After finding the line with "context.lineWidth = width;" in the entries below, retype exactly each line from there through the line with "context.font = font", including that final line.

Collected data
----
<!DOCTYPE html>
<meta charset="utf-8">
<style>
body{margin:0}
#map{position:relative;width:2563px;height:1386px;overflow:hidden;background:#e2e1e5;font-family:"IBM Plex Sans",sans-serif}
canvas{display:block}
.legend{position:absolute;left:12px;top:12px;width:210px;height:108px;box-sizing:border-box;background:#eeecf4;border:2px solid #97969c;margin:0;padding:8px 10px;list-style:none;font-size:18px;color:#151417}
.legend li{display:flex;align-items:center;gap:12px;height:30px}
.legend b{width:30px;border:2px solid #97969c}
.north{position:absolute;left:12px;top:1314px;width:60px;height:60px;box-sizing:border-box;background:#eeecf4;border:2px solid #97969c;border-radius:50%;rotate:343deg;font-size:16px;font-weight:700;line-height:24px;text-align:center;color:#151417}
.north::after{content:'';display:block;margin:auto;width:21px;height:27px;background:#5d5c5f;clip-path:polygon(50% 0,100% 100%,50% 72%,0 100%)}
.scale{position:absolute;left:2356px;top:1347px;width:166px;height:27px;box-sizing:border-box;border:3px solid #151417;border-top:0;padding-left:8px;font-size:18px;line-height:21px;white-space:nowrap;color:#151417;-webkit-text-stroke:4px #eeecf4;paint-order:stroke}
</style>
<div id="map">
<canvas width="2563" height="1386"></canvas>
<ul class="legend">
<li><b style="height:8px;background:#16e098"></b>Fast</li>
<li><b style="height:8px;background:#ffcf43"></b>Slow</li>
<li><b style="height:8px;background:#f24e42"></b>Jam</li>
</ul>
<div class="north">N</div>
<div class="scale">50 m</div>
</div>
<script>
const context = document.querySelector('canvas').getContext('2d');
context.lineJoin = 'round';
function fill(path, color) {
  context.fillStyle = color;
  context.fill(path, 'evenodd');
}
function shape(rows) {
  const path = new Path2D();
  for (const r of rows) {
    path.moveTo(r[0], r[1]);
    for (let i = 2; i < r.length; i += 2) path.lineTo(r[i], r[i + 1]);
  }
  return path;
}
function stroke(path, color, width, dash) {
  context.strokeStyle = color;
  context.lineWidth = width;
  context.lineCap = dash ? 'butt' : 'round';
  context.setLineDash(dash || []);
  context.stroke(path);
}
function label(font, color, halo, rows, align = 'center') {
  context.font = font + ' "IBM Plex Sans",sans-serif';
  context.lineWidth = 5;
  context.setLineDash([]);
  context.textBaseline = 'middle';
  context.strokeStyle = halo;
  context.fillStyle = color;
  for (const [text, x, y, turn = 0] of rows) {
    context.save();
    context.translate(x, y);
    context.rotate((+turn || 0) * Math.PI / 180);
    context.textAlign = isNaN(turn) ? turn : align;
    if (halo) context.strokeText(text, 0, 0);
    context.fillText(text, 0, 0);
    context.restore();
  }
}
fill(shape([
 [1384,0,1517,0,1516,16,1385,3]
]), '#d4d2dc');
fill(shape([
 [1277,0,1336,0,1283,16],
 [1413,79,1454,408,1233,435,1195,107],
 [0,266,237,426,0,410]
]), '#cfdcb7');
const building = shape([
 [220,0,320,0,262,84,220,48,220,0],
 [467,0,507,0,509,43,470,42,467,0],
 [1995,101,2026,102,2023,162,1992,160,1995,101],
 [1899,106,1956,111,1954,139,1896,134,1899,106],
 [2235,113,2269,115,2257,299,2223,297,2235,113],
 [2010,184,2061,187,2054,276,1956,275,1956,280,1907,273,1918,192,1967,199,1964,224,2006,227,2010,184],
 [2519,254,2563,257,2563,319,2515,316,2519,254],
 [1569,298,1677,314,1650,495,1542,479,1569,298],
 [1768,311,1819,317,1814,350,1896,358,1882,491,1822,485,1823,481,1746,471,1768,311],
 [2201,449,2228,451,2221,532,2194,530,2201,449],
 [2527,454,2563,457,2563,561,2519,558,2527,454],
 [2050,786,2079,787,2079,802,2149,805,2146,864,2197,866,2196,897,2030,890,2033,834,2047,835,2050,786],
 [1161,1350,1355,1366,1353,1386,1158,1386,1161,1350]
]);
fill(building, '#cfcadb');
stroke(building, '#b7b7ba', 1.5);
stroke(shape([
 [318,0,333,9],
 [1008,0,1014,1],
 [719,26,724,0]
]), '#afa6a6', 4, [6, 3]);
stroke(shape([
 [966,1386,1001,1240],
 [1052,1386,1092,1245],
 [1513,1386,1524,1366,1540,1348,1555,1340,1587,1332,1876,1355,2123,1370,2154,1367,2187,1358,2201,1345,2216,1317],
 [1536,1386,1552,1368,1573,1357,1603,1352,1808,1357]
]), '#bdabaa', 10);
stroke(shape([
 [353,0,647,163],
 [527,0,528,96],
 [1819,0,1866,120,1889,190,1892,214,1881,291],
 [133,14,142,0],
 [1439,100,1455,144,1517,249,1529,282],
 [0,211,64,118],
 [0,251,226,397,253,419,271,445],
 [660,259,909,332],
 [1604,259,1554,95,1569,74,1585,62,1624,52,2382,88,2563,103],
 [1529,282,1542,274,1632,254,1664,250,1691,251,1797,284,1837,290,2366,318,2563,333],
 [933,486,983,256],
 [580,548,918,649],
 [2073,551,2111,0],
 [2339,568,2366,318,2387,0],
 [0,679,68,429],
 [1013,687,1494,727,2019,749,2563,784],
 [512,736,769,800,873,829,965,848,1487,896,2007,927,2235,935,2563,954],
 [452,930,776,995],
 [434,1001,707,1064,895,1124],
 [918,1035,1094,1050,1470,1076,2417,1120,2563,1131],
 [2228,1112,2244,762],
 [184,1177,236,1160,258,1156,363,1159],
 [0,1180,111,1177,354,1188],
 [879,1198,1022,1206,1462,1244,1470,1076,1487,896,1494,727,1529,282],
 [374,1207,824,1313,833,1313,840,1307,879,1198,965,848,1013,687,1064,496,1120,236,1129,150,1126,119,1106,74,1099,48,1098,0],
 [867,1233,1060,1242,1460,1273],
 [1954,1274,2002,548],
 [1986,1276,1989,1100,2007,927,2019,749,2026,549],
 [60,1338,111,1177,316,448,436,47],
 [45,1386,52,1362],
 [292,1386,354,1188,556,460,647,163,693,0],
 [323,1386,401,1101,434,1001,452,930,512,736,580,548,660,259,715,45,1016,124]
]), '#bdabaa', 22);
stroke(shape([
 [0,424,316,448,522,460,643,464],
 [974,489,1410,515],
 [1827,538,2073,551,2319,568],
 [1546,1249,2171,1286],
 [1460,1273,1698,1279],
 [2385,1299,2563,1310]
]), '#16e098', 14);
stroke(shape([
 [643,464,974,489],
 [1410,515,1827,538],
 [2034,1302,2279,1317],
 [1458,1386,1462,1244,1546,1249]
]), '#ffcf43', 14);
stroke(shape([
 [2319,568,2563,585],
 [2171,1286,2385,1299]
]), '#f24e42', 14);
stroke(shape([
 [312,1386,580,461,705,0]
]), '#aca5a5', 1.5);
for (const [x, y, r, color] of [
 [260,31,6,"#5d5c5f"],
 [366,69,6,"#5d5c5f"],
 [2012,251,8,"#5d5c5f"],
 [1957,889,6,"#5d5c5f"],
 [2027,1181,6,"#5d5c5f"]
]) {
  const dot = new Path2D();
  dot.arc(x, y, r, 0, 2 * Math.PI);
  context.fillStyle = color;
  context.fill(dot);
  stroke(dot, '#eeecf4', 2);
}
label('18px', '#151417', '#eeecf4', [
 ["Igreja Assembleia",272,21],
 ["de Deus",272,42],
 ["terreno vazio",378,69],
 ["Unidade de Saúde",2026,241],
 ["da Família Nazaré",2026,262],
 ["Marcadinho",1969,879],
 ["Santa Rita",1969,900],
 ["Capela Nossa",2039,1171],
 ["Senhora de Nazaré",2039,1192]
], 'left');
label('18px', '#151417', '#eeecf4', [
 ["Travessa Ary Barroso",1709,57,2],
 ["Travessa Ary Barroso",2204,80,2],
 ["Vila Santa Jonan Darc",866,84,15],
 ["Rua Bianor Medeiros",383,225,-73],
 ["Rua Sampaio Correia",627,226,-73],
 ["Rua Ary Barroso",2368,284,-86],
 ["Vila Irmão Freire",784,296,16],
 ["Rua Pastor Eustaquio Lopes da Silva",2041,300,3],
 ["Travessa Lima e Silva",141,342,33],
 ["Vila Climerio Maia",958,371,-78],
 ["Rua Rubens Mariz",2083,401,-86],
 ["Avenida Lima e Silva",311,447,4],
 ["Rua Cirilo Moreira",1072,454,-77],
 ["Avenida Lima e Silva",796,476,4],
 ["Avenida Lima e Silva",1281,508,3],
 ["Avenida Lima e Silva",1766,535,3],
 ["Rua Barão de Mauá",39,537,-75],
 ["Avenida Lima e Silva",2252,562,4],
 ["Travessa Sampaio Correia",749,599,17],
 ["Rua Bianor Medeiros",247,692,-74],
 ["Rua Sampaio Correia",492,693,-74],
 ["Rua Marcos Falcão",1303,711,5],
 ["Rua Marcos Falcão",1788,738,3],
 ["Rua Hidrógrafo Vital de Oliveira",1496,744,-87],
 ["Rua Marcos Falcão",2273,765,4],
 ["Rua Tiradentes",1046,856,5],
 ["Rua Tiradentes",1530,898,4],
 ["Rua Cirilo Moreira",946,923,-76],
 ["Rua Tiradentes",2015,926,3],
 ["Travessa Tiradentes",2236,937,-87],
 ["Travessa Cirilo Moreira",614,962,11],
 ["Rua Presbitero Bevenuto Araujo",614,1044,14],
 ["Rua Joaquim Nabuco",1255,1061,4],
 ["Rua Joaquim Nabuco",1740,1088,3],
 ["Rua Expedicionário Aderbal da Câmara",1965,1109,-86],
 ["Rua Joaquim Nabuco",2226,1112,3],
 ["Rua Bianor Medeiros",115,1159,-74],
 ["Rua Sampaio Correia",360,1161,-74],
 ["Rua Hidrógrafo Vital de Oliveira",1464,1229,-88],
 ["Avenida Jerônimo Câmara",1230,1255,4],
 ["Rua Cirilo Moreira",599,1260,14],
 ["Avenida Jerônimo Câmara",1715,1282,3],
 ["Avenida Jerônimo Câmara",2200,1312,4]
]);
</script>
----
FINAL ANSWER
  context.lineWidth = width;
  context.lineCap = dash ? 'butt' : 'round';
  context.setLineDash(dash || []);
  context.stroke(path);
}
function label(font, color, halo, rows, align = 'center') {
  context.font = font + ' "IBM Plex Sans",sans-serif';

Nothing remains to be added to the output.